*** Opening Record set ***

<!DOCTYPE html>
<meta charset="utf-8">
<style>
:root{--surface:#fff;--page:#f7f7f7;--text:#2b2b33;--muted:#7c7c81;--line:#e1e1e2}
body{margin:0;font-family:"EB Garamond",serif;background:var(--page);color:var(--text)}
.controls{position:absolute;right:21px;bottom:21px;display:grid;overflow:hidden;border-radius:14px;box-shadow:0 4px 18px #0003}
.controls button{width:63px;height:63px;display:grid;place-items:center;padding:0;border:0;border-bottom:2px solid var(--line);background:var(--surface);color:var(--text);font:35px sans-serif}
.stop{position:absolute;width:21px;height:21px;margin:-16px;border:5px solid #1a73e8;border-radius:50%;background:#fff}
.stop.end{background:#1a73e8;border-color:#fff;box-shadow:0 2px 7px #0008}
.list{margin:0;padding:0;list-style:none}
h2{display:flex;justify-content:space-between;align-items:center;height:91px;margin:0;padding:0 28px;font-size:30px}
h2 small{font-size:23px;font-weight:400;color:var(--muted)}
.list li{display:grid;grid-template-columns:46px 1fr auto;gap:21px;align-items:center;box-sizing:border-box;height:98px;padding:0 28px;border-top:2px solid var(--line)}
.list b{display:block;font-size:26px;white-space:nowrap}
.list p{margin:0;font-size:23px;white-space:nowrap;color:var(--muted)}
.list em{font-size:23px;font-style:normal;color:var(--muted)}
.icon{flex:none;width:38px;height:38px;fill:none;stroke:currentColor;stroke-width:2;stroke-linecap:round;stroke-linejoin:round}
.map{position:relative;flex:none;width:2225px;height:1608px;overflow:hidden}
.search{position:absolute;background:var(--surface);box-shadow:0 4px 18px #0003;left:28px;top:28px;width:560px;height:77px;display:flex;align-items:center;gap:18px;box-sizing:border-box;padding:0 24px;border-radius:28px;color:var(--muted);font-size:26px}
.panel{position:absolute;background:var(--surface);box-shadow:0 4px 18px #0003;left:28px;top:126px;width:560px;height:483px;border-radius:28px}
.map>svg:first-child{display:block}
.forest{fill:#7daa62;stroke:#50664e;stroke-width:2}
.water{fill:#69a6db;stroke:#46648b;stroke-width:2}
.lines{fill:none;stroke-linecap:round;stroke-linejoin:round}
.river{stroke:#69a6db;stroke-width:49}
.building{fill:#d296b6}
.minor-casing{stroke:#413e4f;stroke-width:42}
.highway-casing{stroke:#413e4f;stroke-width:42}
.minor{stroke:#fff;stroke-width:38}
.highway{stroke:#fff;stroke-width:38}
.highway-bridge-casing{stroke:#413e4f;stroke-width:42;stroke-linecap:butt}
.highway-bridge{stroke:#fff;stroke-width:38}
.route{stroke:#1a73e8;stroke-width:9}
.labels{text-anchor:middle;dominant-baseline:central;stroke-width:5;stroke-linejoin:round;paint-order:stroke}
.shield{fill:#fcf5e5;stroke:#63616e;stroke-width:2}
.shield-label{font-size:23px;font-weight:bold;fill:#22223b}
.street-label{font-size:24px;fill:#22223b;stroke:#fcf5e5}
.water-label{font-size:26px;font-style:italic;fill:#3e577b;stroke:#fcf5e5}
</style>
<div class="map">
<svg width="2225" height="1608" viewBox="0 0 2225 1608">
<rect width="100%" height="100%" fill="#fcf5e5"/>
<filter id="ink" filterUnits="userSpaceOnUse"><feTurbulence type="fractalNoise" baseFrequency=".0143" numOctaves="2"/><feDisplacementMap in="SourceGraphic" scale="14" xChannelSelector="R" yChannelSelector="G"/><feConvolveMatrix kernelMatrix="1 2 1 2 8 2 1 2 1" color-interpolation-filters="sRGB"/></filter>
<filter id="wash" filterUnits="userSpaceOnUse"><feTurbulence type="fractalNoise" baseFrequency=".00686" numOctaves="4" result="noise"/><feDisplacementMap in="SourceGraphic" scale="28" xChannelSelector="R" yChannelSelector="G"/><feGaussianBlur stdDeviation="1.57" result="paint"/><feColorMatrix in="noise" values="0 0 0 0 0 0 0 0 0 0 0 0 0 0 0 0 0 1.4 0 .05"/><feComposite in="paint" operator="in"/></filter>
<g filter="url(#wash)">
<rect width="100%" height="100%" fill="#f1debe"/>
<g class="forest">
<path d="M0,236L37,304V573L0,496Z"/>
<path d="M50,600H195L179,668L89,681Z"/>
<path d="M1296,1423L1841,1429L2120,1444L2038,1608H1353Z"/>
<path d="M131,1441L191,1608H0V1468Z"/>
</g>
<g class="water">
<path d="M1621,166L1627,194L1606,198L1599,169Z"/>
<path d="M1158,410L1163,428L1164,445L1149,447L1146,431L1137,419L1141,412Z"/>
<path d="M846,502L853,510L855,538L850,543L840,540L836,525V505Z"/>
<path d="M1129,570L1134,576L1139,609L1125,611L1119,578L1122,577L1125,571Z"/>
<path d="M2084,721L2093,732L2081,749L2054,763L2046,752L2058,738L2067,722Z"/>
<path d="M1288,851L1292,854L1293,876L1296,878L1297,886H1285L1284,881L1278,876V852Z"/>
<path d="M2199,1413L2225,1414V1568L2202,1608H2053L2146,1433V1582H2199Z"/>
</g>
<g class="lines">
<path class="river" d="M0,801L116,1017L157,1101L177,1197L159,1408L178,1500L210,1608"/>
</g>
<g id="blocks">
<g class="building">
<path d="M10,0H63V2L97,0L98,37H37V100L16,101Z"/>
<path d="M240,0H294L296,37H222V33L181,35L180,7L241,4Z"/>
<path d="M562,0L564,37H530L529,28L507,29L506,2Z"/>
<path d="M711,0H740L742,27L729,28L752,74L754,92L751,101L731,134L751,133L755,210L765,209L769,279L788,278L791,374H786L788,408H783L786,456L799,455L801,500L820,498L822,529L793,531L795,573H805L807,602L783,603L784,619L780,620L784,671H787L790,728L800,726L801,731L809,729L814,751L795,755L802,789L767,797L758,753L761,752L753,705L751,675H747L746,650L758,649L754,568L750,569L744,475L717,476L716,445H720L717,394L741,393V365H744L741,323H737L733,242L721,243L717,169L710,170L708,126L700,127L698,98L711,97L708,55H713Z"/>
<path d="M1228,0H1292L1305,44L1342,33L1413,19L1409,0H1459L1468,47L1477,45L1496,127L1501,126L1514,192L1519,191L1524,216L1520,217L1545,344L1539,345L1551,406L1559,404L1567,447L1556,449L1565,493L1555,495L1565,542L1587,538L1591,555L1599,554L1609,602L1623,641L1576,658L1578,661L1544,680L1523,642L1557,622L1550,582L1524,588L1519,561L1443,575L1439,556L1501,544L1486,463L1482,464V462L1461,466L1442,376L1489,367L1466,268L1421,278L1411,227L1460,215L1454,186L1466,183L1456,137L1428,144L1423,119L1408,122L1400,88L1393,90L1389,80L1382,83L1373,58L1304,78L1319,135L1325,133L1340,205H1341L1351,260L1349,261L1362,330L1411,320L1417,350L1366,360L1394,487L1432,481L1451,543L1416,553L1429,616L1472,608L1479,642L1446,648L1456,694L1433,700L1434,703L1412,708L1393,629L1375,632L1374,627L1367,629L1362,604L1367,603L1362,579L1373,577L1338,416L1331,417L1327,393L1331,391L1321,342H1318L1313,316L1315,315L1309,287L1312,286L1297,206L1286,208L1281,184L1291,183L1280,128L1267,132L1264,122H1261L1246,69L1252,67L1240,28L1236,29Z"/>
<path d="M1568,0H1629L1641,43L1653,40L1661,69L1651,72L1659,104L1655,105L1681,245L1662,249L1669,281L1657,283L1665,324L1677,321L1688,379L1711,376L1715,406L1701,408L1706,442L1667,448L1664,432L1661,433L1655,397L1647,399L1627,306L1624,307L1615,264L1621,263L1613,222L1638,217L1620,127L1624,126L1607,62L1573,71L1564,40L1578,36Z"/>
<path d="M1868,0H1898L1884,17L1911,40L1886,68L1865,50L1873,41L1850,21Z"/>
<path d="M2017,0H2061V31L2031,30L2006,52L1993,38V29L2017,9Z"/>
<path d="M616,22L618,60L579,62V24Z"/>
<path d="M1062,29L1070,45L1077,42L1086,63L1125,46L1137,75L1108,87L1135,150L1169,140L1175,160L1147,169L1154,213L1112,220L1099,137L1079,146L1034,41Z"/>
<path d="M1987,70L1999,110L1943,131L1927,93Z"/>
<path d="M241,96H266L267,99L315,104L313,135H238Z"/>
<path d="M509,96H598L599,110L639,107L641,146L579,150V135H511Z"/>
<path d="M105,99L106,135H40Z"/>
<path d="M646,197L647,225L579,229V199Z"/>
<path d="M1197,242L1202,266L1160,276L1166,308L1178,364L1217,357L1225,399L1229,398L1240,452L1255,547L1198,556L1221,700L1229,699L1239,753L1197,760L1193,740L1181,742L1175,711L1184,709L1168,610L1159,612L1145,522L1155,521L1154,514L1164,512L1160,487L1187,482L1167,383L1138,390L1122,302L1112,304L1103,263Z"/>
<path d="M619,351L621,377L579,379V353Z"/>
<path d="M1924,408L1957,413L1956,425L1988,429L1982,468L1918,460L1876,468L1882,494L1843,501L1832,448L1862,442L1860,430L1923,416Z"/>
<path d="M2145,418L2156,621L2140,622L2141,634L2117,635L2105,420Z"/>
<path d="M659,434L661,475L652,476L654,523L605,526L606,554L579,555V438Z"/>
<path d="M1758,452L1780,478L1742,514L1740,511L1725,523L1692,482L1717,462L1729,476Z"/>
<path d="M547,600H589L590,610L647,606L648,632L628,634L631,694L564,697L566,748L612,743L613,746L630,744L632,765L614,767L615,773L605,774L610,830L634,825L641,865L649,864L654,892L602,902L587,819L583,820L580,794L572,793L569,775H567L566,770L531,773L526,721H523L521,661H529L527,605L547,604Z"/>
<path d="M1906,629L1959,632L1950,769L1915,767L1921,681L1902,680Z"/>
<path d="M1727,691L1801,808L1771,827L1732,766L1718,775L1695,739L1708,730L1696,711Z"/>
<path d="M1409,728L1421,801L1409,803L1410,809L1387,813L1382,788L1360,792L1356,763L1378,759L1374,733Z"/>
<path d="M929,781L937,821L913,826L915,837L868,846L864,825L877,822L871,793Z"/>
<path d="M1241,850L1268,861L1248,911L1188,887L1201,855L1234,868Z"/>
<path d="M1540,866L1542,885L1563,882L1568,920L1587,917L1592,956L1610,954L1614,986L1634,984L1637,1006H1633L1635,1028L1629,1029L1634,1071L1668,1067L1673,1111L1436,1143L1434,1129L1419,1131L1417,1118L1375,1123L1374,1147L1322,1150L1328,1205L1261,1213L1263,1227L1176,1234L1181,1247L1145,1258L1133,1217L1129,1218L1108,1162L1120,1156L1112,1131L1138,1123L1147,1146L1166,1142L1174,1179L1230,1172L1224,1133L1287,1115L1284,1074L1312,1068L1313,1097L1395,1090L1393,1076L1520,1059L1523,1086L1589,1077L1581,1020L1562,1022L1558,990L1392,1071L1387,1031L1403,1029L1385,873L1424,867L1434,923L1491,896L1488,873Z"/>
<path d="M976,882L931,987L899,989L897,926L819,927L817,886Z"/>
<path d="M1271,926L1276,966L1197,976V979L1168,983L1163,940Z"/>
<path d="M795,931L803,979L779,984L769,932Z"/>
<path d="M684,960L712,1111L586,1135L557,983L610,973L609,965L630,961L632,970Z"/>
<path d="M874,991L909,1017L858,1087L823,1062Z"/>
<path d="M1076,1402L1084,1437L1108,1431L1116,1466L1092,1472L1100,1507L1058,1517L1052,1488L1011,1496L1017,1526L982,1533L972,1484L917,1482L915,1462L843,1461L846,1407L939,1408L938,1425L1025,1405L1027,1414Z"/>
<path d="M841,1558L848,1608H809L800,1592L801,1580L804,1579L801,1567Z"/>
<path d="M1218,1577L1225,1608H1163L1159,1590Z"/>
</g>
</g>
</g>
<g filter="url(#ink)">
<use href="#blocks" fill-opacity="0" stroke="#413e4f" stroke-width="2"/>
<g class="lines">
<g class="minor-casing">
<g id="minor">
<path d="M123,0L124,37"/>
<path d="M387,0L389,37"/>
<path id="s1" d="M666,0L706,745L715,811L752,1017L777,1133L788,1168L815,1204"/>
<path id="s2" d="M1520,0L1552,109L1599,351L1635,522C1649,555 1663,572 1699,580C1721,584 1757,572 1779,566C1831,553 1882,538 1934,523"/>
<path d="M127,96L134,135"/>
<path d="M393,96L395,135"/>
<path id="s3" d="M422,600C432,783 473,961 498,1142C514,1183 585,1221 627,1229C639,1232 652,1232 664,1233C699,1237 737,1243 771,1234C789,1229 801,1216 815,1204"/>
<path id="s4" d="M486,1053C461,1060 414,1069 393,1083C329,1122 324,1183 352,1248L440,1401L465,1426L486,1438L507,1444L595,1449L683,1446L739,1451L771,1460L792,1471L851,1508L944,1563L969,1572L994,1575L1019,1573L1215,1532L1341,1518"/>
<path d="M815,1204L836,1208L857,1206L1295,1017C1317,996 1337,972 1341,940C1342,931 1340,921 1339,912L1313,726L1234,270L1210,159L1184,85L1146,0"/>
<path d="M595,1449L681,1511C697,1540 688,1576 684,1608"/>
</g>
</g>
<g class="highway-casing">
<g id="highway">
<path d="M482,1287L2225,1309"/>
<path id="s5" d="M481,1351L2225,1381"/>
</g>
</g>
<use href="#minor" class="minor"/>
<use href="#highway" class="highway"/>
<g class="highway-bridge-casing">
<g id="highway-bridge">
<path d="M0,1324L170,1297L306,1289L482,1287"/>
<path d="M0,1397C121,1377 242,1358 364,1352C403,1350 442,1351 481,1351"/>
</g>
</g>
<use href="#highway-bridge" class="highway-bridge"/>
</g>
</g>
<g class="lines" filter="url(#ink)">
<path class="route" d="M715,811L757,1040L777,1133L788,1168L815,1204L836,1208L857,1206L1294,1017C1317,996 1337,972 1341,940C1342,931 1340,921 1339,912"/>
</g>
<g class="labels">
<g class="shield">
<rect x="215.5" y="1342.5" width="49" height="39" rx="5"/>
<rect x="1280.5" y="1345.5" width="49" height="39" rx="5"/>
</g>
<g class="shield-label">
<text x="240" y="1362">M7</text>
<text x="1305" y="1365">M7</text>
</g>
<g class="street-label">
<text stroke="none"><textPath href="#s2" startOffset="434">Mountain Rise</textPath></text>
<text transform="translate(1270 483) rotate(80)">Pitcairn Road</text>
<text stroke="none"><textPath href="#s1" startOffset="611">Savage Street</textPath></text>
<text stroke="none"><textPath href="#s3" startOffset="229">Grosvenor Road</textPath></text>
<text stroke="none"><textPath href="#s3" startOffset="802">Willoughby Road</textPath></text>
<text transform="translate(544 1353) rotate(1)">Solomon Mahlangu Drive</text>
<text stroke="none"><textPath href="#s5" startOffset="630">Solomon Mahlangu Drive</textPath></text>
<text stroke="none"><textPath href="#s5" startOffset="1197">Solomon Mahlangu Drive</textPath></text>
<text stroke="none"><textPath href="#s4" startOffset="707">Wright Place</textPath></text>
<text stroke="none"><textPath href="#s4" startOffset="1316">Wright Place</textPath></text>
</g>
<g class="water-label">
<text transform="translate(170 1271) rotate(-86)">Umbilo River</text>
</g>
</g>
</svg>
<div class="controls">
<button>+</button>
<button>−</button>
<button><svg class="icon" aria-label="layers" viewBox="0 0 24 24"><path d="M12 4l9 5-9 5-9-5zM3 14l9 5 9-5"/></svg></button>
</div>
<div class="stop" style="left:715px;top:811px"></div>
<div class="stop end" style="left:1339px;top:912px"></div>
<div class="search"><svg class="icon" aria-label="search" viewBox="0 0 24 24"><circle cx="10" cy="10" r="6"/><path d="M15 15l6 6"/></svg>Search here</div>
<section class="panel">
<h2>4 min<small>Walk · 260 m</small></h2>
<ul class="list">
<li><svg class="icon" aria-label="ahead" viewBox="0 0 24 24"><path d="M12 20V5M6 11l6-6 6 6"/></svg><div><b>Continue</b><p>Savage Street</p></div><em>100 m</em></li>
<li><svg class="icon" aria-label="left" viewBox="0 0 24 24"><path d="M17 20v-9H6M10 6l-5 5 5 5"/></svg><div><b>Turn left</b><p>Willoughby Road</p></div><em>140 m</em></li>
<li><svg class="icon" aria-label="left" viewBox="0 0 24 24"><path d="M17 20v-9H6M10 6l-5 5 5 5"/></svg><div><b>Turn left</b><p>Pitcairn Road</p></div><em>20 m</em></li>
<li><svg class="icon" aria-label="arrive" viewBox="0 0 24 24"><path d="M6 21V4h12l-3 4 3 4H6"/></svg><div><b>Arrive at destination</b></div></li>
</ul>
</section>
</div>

*** Closing Record set ***

_Exercise instructions_
Reproduce every line from the preceding data in which the word "white" can be found.

_Reply_
.list b{display:block;font-size:26px;white-space:nowrap}
.list p{margin:0;font-size:23px;white-space:nowrap;color:var(--muted)}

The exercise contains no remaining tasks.